• _Work to be completed_: Extract the lines that carry the string "this" from the listing.

□ □ □ □ □ □ □

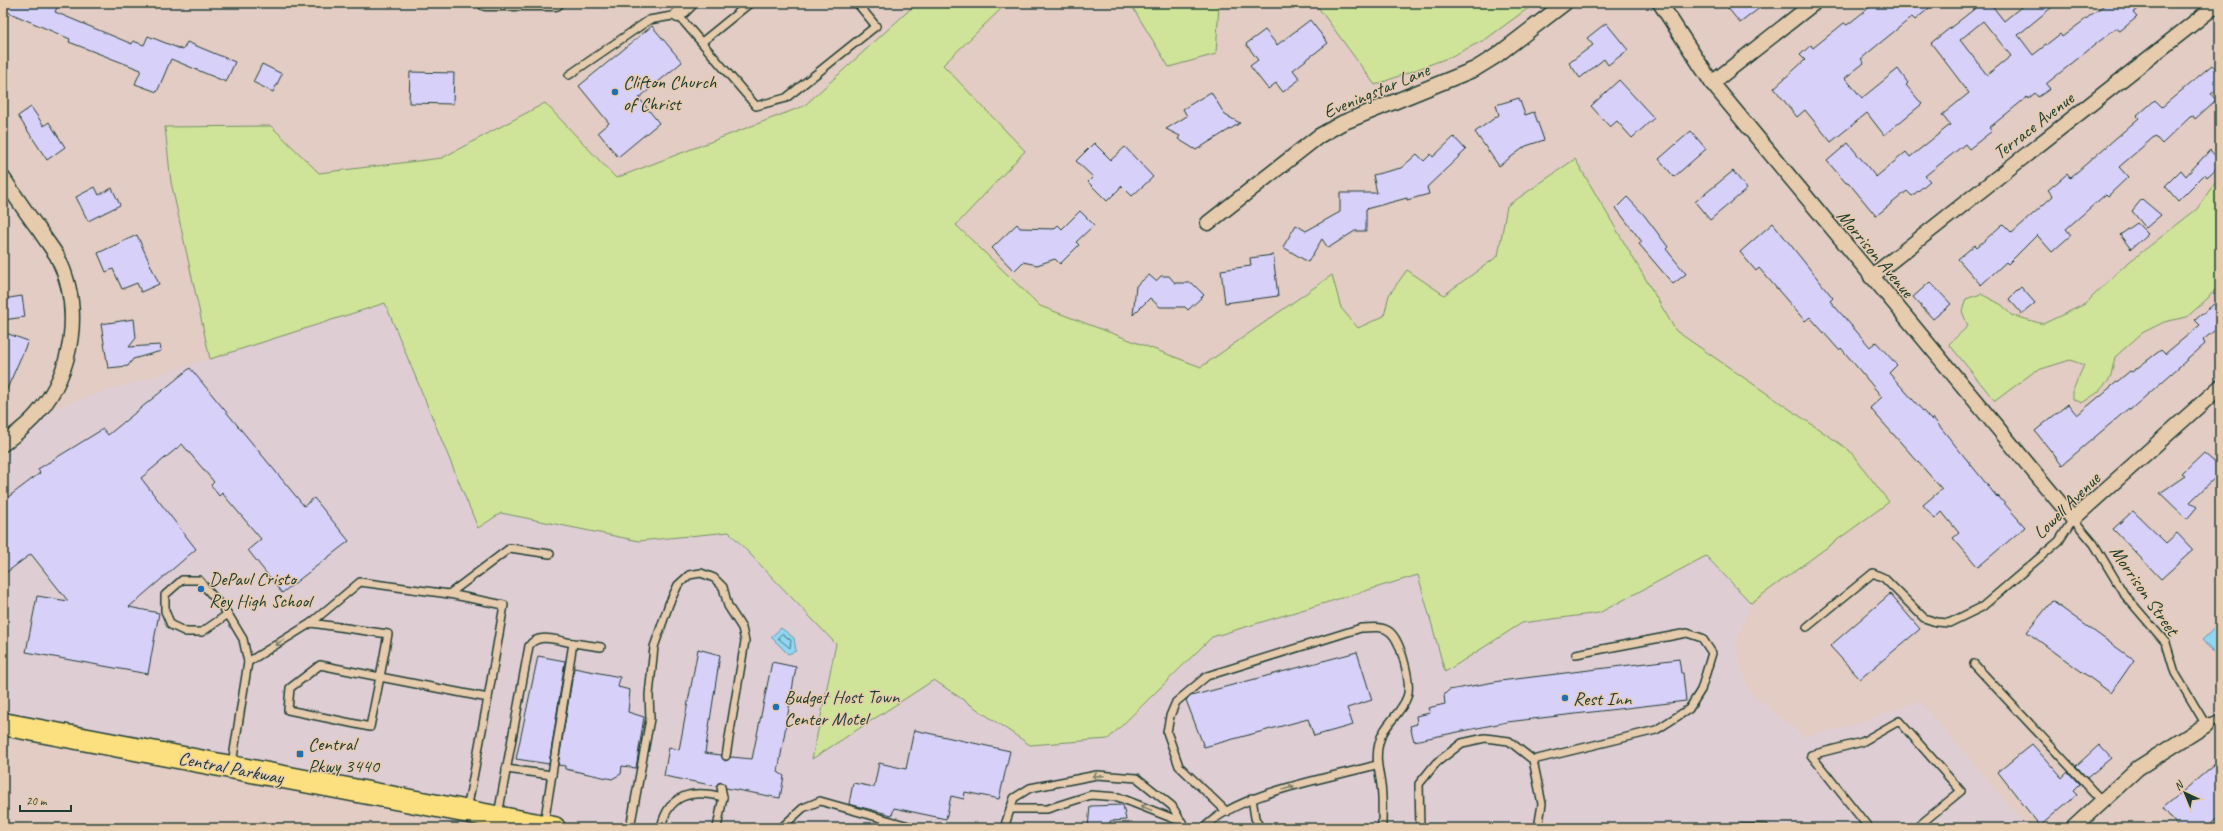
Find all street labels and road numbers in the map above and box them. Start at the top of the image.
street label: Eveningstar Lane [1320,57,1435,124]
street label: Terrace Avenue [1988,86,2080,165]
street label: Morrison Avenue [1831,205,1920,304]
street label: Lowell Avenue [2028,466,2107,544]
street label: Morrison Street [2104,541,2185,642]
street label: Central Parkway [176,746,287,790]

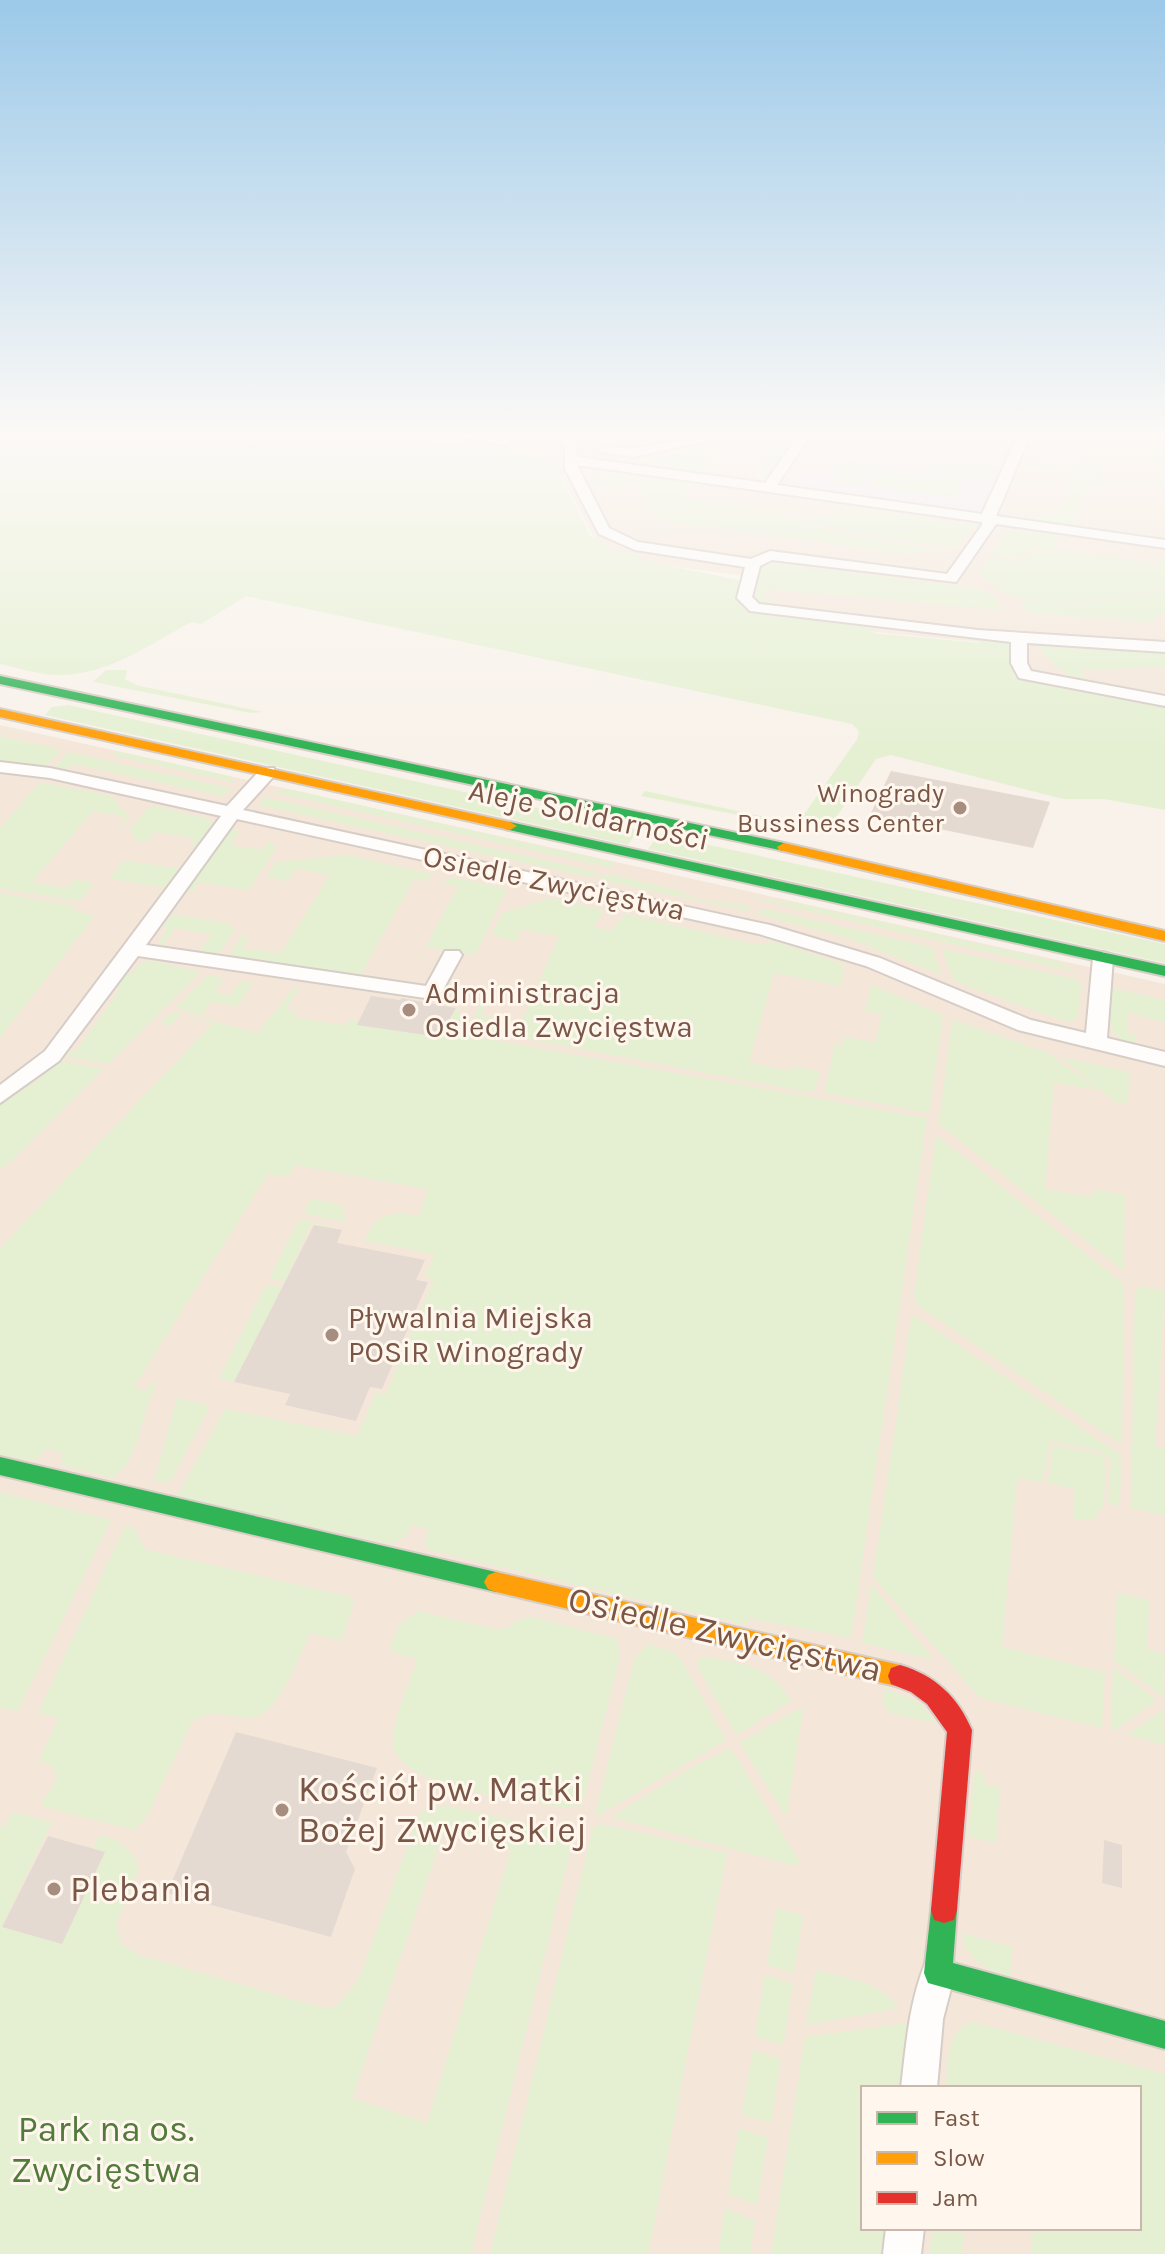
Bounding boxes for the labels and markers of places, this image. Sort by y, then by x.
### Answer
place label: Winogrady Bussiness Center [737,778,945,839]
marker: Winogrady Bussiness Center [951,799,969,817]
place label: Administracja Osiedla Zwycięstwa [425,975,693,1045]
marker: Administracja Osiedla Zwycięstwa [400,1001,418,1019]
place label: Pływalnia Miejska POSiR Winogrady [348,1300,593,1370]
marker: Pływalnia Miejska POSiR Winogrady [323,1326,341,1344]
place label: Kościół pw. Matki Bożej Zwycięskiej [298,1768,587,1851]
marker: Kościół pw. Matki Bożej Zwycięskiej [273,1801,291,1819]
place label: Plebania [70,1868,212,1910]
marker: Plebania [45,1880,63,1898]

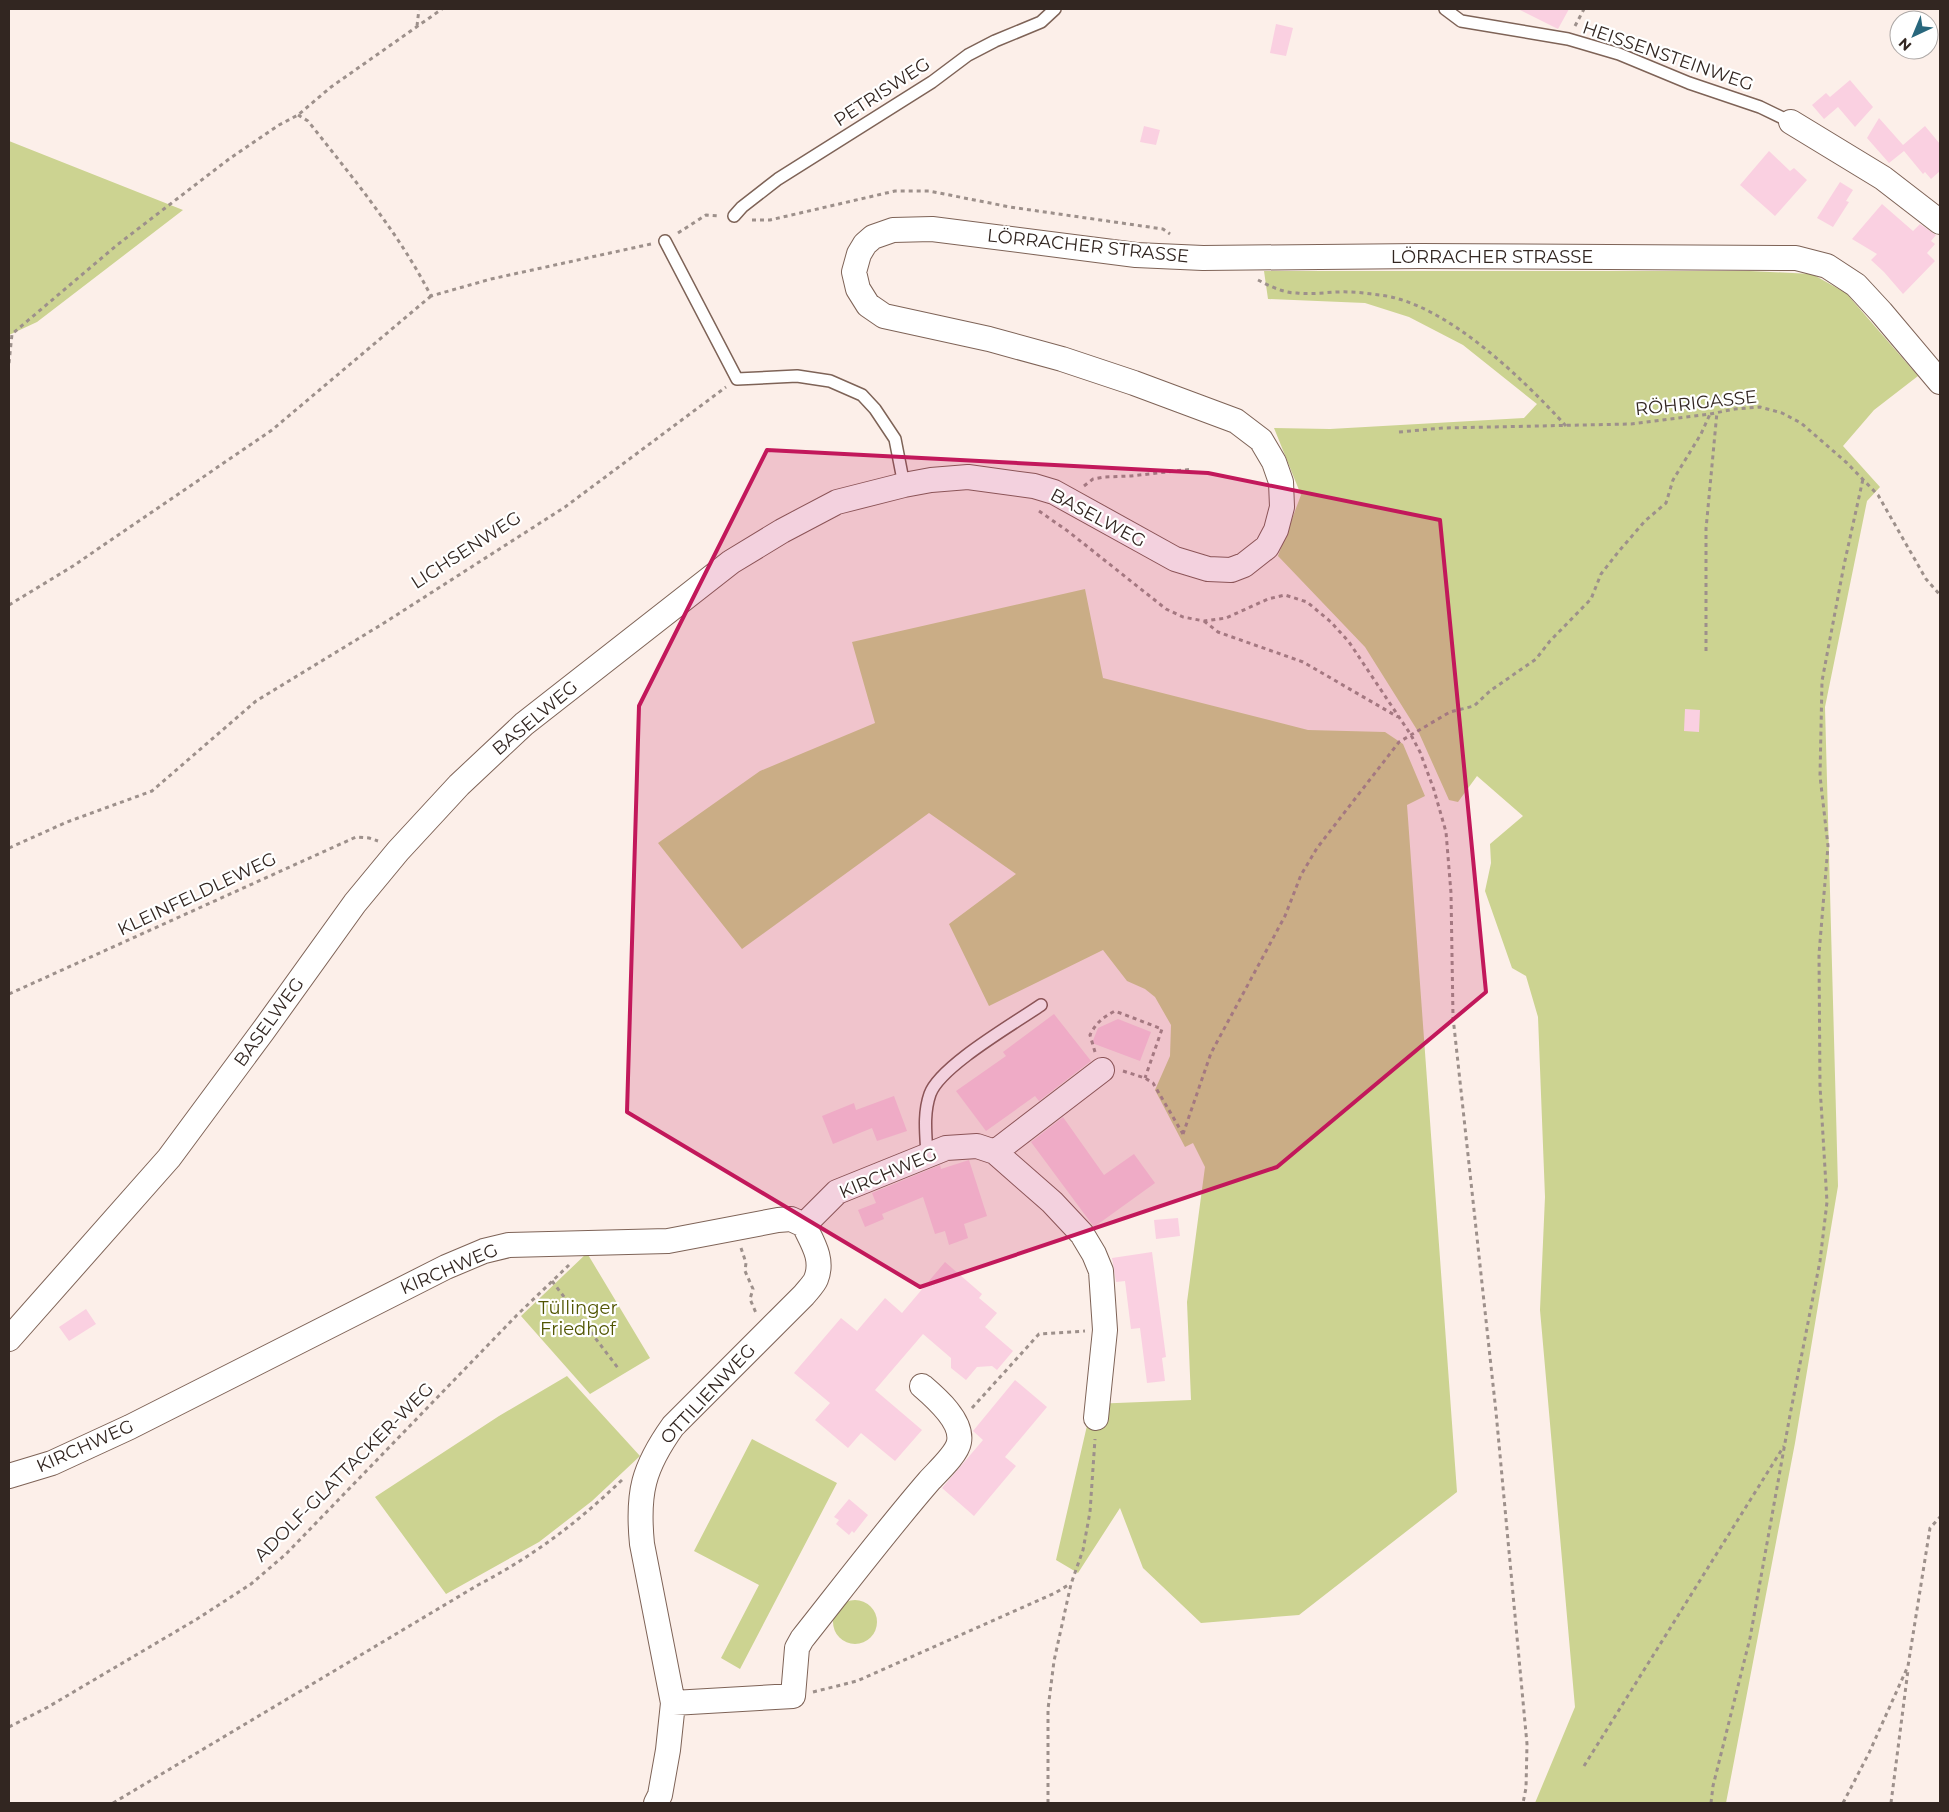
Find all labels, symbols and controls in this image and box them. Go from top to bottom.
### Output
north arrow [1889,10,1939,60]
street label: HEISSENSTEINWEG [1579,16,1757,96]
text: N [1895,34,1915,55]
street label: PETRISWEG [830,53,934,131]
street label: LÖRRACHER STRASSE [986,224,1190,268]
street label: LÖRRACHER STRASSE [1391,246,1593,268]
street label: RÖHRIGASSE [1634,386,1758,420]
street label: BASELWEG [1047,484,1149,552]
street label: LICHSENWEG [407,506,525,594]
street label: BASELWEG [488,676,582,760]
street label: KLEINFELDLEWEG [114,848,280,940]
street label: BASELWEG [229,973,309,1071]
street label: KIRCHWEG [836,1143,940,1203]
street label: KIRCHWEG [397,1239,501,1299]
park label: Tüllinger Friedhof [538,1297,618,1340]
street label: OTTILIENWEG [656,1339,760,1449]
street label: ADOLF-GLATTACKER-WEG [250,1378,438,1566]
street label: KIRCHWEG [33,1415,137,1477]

□ □ □ □ □ □ □

• _Answer space_:
Bounding boxes for the labels and markers of places, this image. Sort by y, then by x.
Find all labels, symbols and controls in this image and box them. Go from top to bottom.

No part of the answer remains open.